📄 dct.v
字号:
/**********************************************************************
** -----------------------------------------------------------------------------**
** dct.v
**
** 8x8 discrete Cosine Transform
**
**
**
** Author: Latha Pillai
** Senior Applications Engineer
**
** Video Applications
** Advanced Products Group
** Xilinx, Inc.
**
** Copyright (c) 2001 Xilinx, Inc.
** All rights reserved
**
** Date: Feb. 10, 2002
**
** RESTRICTED RIGHTS LEGEND
**
** This software has not been published by the author, and
** has been disclosed to others for the purpose of enhancing
** and promoting design productivity in Xilinx products.
**
** Therefore use, duplication or disclosure, now and in the
** future should give consideration to the productivity
** enhancements afforded the user of this code by the author's
** efforts. Thank you for using our products !
**
** Disclaimer: THESE DESIGNS ARE PROVIDED "AS IS" WITH NO WARRANTY
** WHATSOEVER AND XILINX SPECIFICALLY DISCLAIMS ANY
** IMPLIED WARRANTIES OF MERCHANTABILITY, FITNESS FOR
** A PARTICULAR PURPOSE, OR AGAINST INFRINGEMENT.
** Module: dct8x8 :
** A 1D-DCT is implemented on the input pixels first. The output of this
** called the intermediate value is stored in a RAM. The 2nd 1D-DCT operation
** is done on this stored value to give the final 2D-DCT ouput dct_2d. The
** inputs are 8 bits wide and the 2d-dct ouputs are 9 bits wide.
** 1st 1D section
** The input signals are taken one pixel at a time in the order x00 to x07,
** x10 to x07 and so on upto x77. These inputs are fed into a 8 bit shift
** register. The outputs of the 8 bit shift registers are registered by the
** div8clk which is the CLK signal divided by 8. This will enable us to
** register in 8 pixels (one row) at a time. The pixels are paired up in an
** adder subtractor in the order xk0,xk7:xk1,xk6:xk2,xk5:xk3,xk4. The adder
** subtractor is tied to CLK. For every clk, the adder/subtractor module
** alternaltley chooses addtion and subtraction. This selection is done by
** the toggle flop. The ouput of the addsub is fed into a muliplier whose
** other input is connected to stored values in registers which act as
** memory. The ouput of the 4 mulipliers are added at every CLK in the
** final adder. The ouput of the adder z_out is the 1D-DCT values given
** out in the order in which the inputs were read in.

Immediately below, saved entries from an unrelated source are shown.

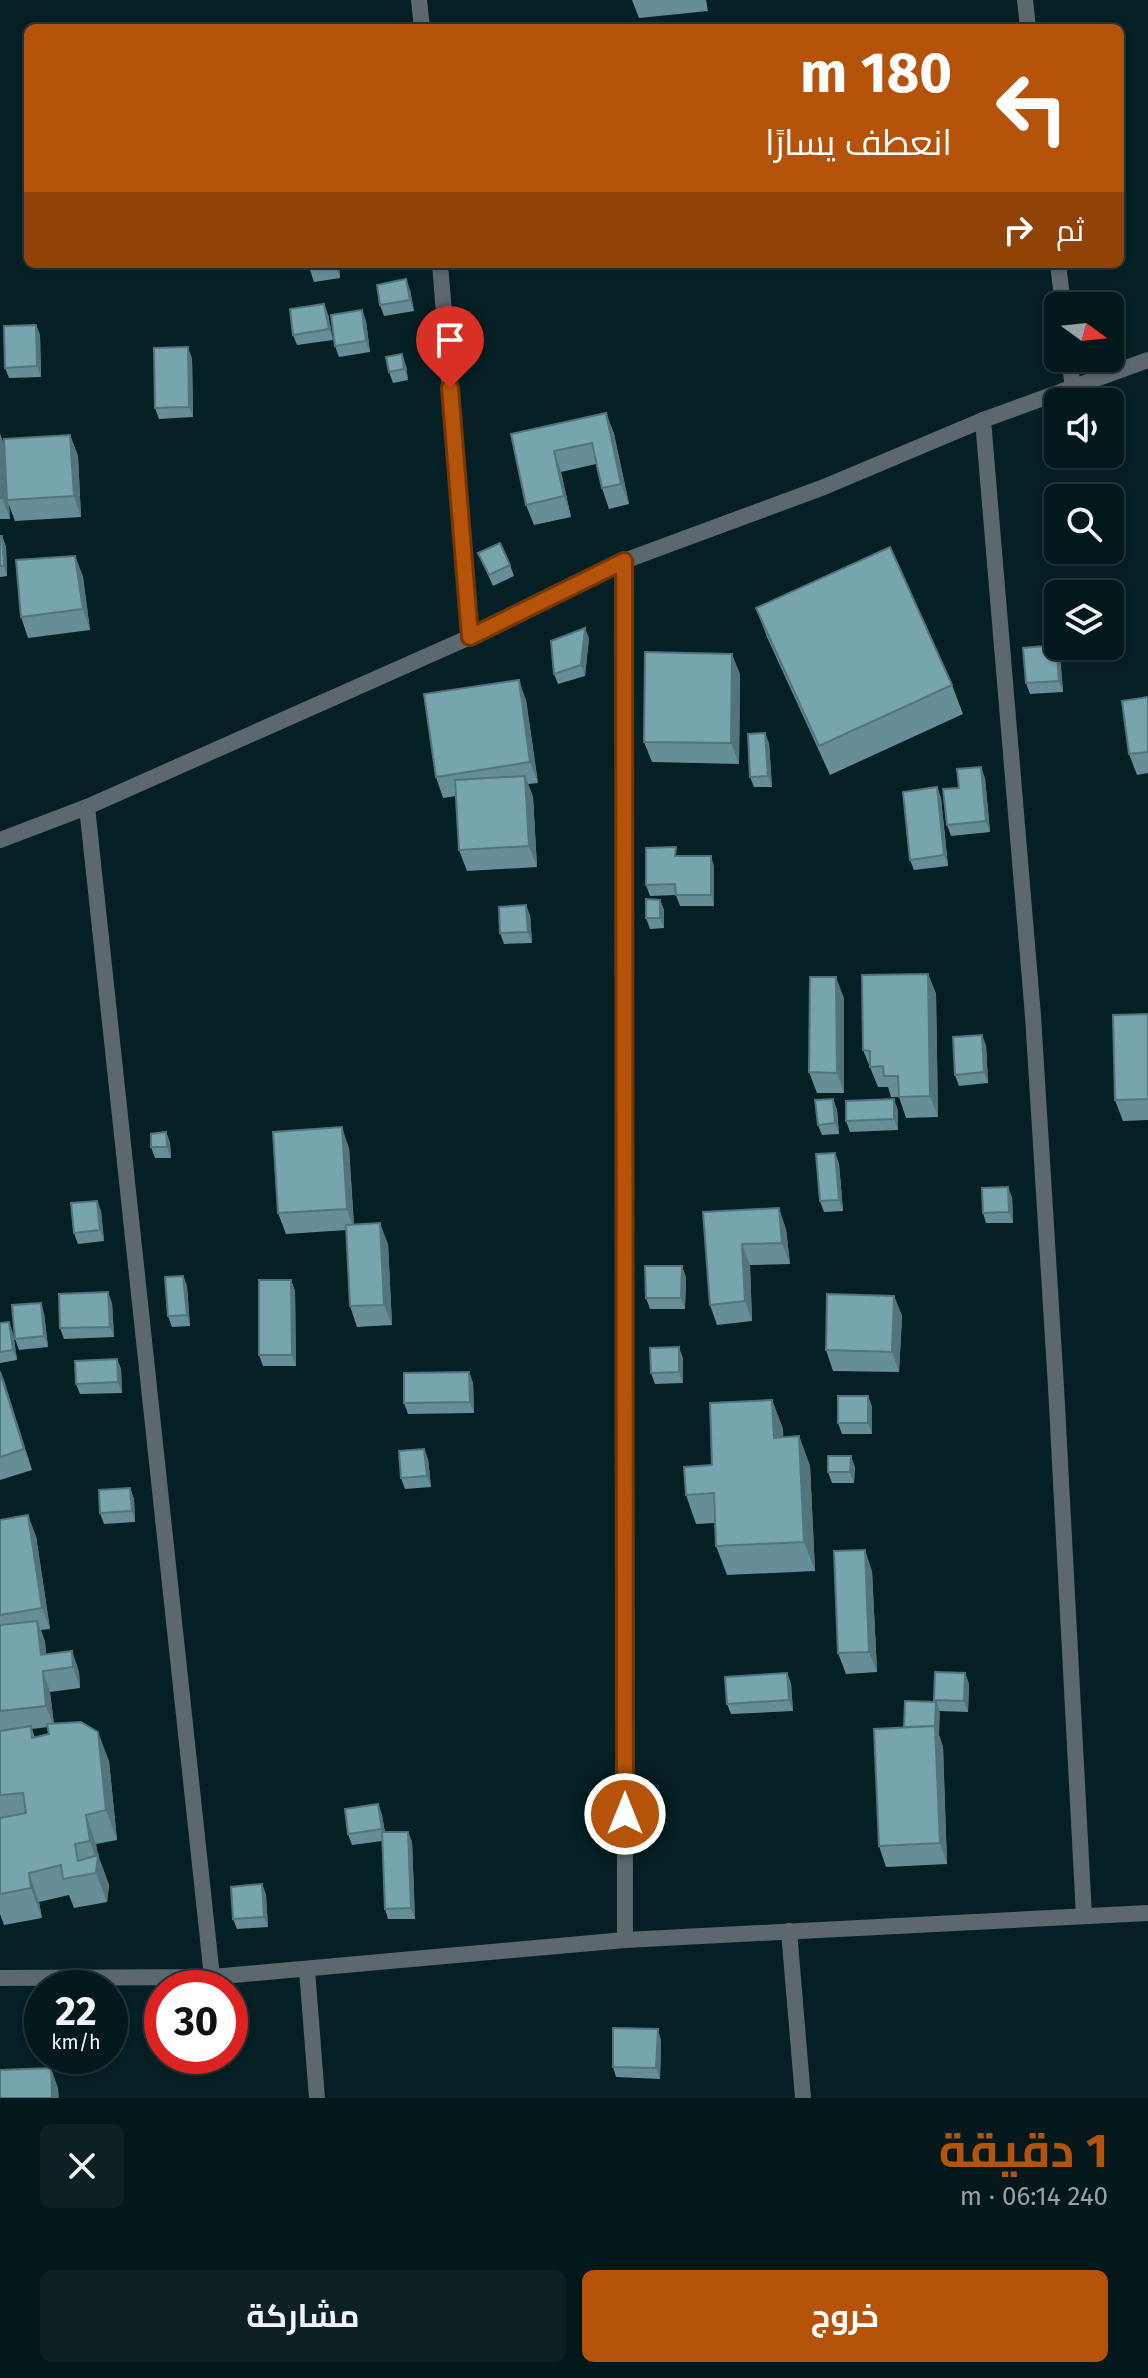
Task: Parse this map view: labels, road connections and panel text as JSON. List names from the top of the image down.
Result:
{
  "north": "right",
  "page": {
    "turn": ["180 m", "انعطف يسارًا"],
    "then": "ثم",
    "speed": "22 km/h",
    "limit": "30",
    "heading": ["1 دقيقة", "240 m · 06:14"],
    "buttons": ["خروج", "مشاركة"]
  }
}
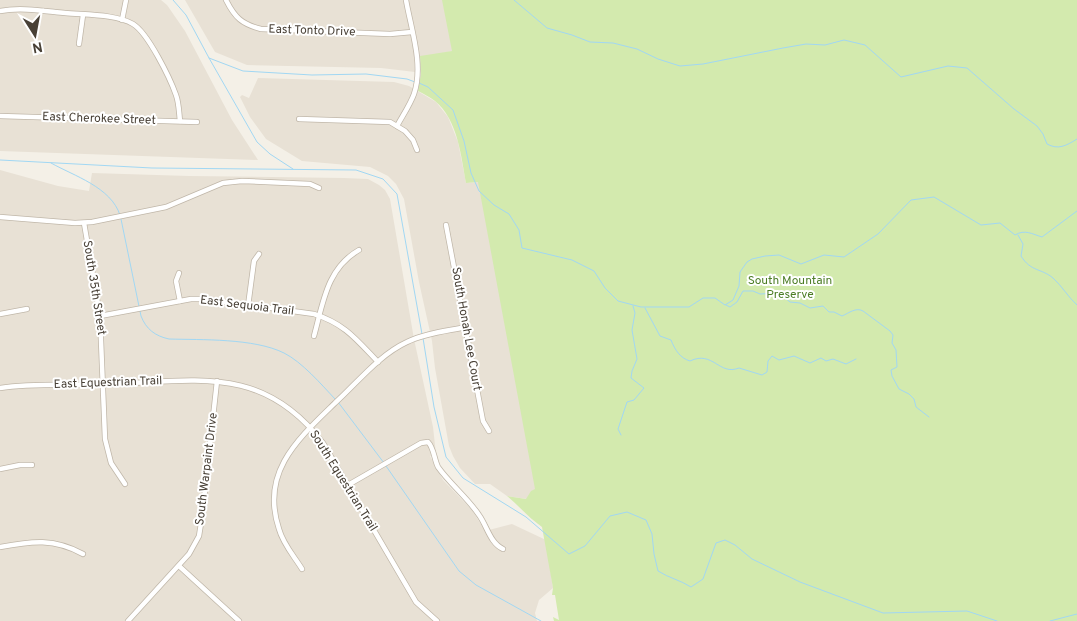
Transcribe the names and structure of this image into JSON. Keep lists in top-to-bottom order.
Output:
{
  "streets": {
    "street": [
      "East Tonto Drive",
      "East Cherokee Street",
      "South 35th Street",
      "East Sequoia Trail",
      "South Honah Lee Court",
      "East Equestrian Trail",
      "South Warpaint Drive",
      "South Equestrian Trail"
    ]
  },
  "crossings": [
    ["South 35th Street", "East Sequoia Trail"],
    ["South 35th Street", "East Equestrian Trail"],
    ["East Equestrian Trail", "South Warpaint Drive"],
    ["East Equestrian Trail", "South Equestrian Trail"],
    ["South Warpaint Drive", "South Equestrian Trail"]
  ],
  "parks": ["South Mountain Preserve"],
  "north": "bottom"
}
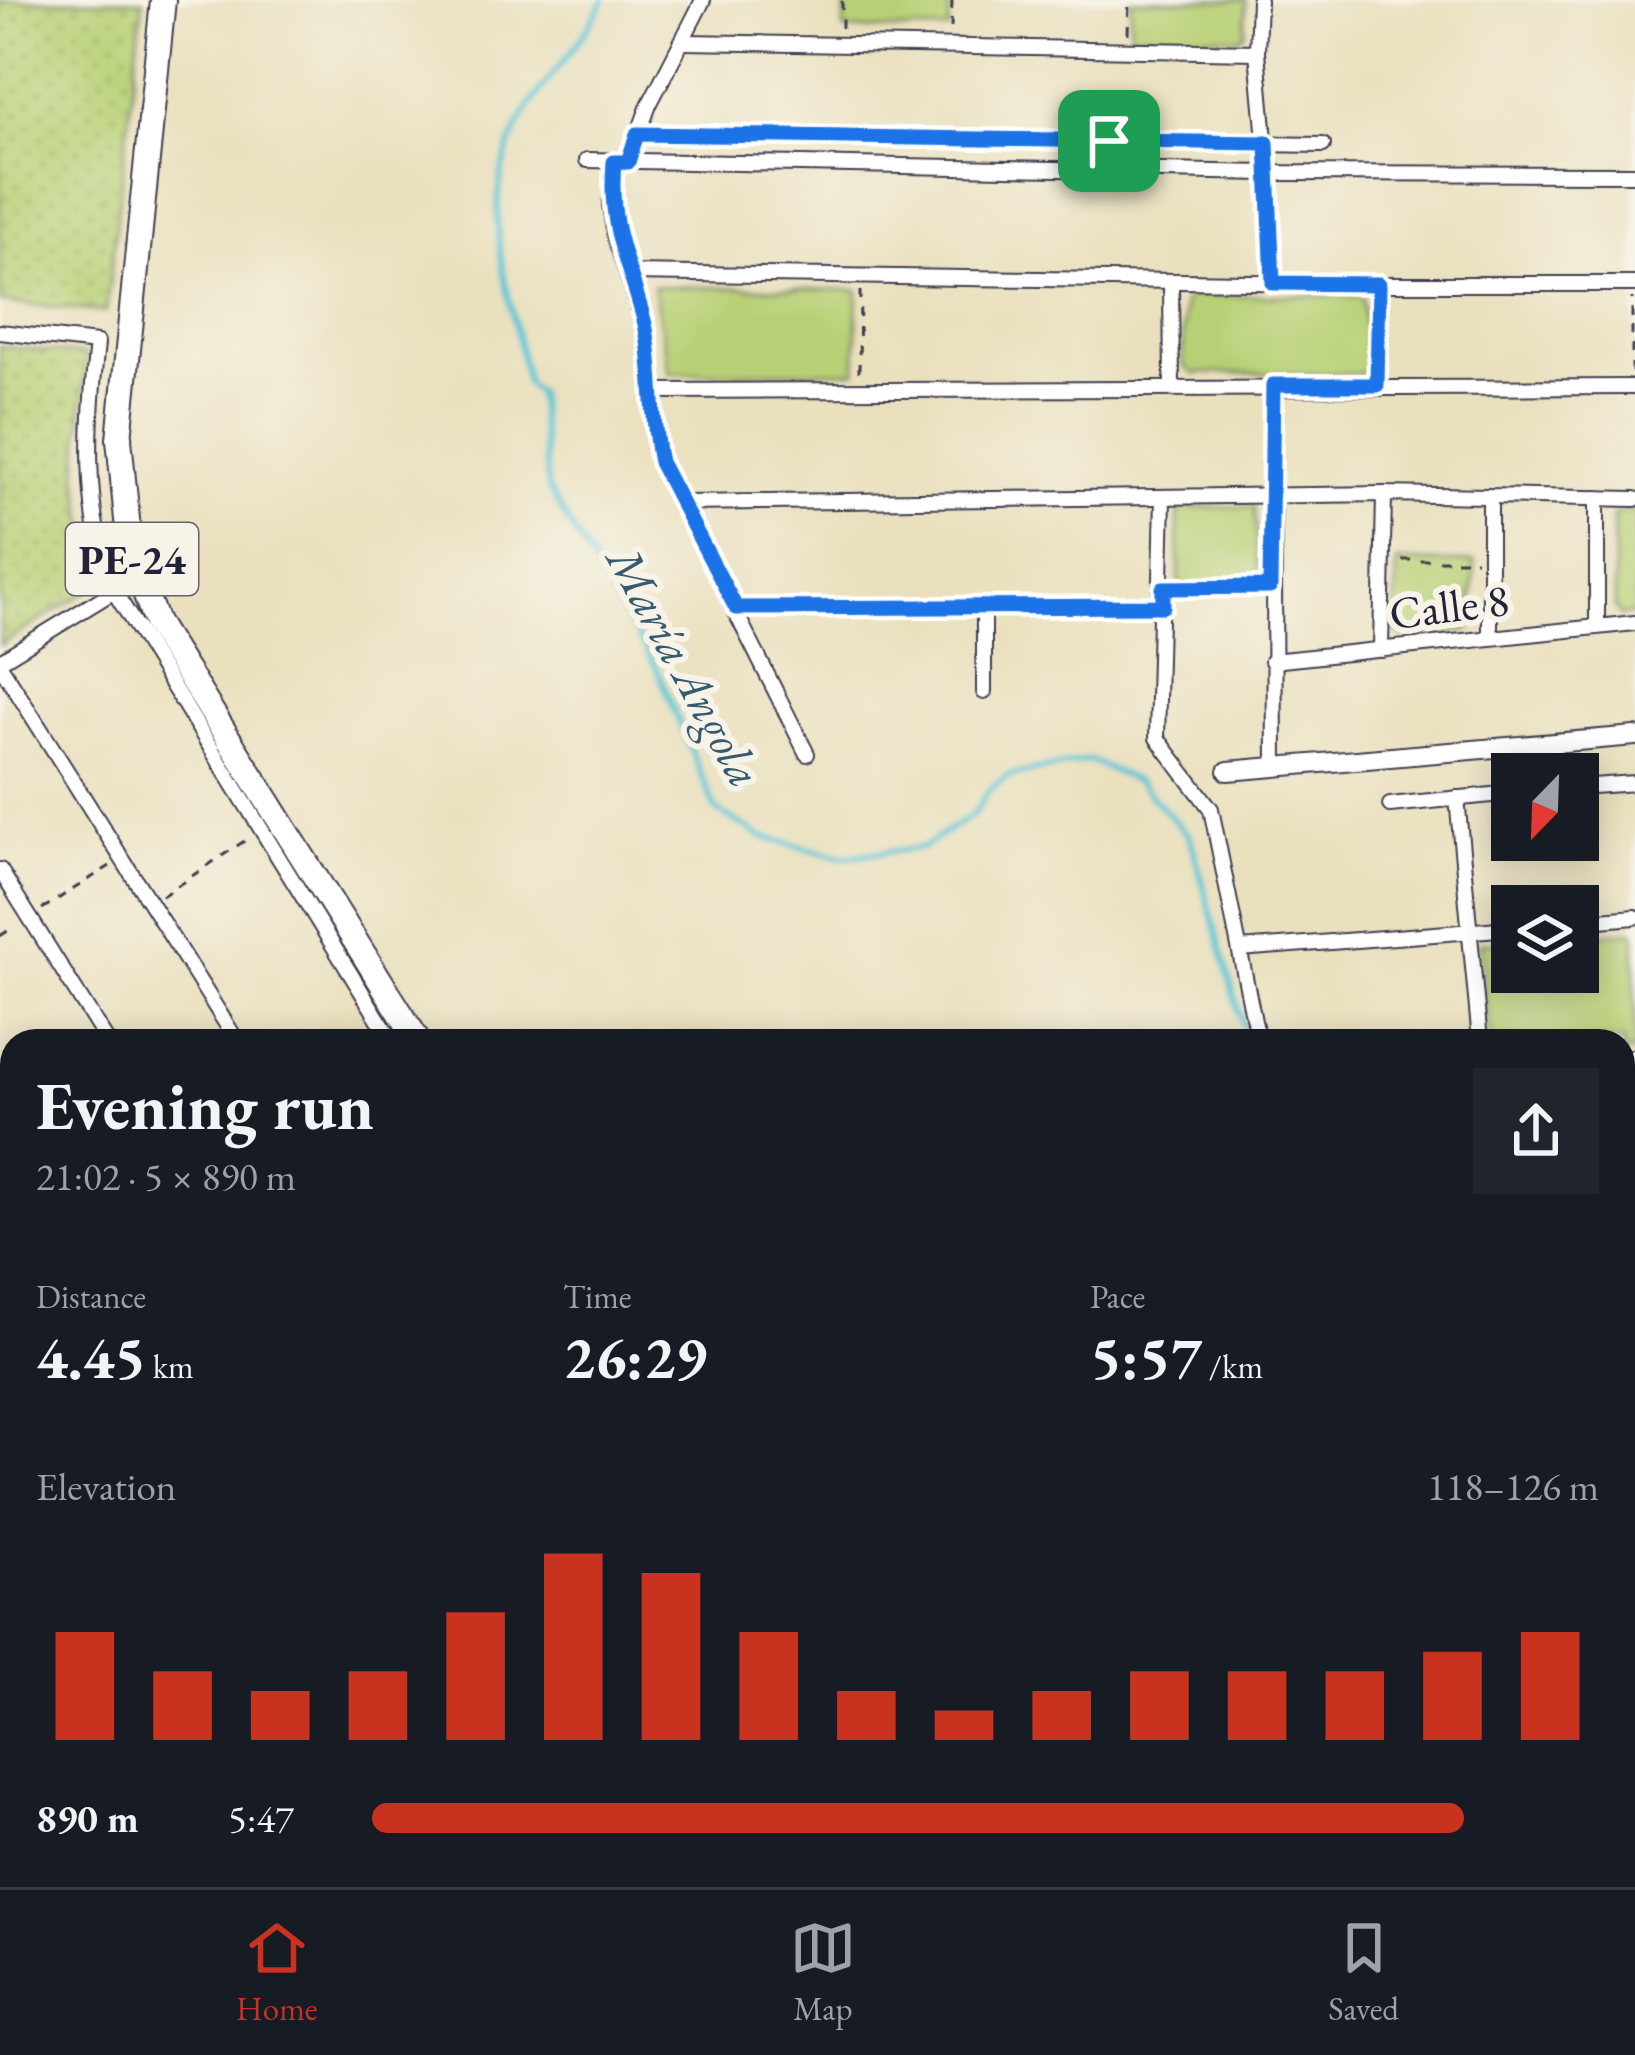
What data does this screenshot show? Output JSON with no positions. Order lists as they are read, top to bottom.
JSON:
{
  "streets": {
    "highway": ["PE-24"],
    "street": ["Calle 8"]
  },
  "water": ["María Angola"],
  "north": "bottom left",
  "page": {
    "heading": ["Evening run", "21:02 · 5 × 890 m"],
    "stats": [
      ["Distance", "4.45 km"],
      ["Time", "26:29"],
      ["Pace", "5:57 /km"]
    ],
    "chart": ["Elevation", "118–126 m"],
    "list": [
      {
        "name": "890 m",
        "note": "5:47"
      }
    ],
    "tabs": ["Home", "Map", "Saved"]
  }
}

** It takes 8 clks to read in the first set of inputs, 1 clk to register
** inputs,1 clk to do add/sub, 1clk to get absolute value,
** 1 clk for multiplication, 2 clk for the final adder. total = 14 clks to get
** the 1st z_out value. Every subsequent clk gives out the next z_out value.
** So to get all the 64 values we need 11+63=74 clks.
** Storage / RAM section
** The ouputs z_out of the adder are stored in RAMs. Two RAMs are used so
** that data write can be continuous. The 1st valid input for the RAM1 is
** available at the 15th clk. So the RAM1 enable is active after 15 clks.
** After this the write operation continues for 64 clks . At the 65th clock,
** since z_out is continuous, we get the next valid z_out_00. This 2nd set of
** valid 1D-DCT coefficients are written into RAM2 which is enabled at 15+64
** clks. So at 65th clk, RAM1 goes into read mode for the next 64 clks and
** RAM2 is in write mode. After this for every 64 clks, the read and write
** switches between the 2 RAMS.
** 2nd 1D-DCT section
** After the 1st 79th clk when RAM1 is full, the 2nd 1d calculations can
** start. The second 1D implementation is the same as the 1st 1D
** implementation with the inputs now coming from either RAM1 or RAM2. Also,
** the inputs are read in one column at a time in the order z00 to z70, z10 to
** z70 upto z77. The oupts from the adder in the 2nd section are the 2D-DCT
** coeeficients.
***********************************************************************/
`timescale 1ns/1ps
module dct ( CLK, RST, xin,dct_2d,rdy_out);
output [11:0] dct_2d;
input CLK, RST;
input[7:0] xin; /* input */
output rdy_out;
wire[11:0] dct_2d;
/* constants */
reg[7:0] memory1a, memory2a, memory3a, memory4a;
/* 1D section */
/* The max value of a pixel after processing (to make their expected mean to zero)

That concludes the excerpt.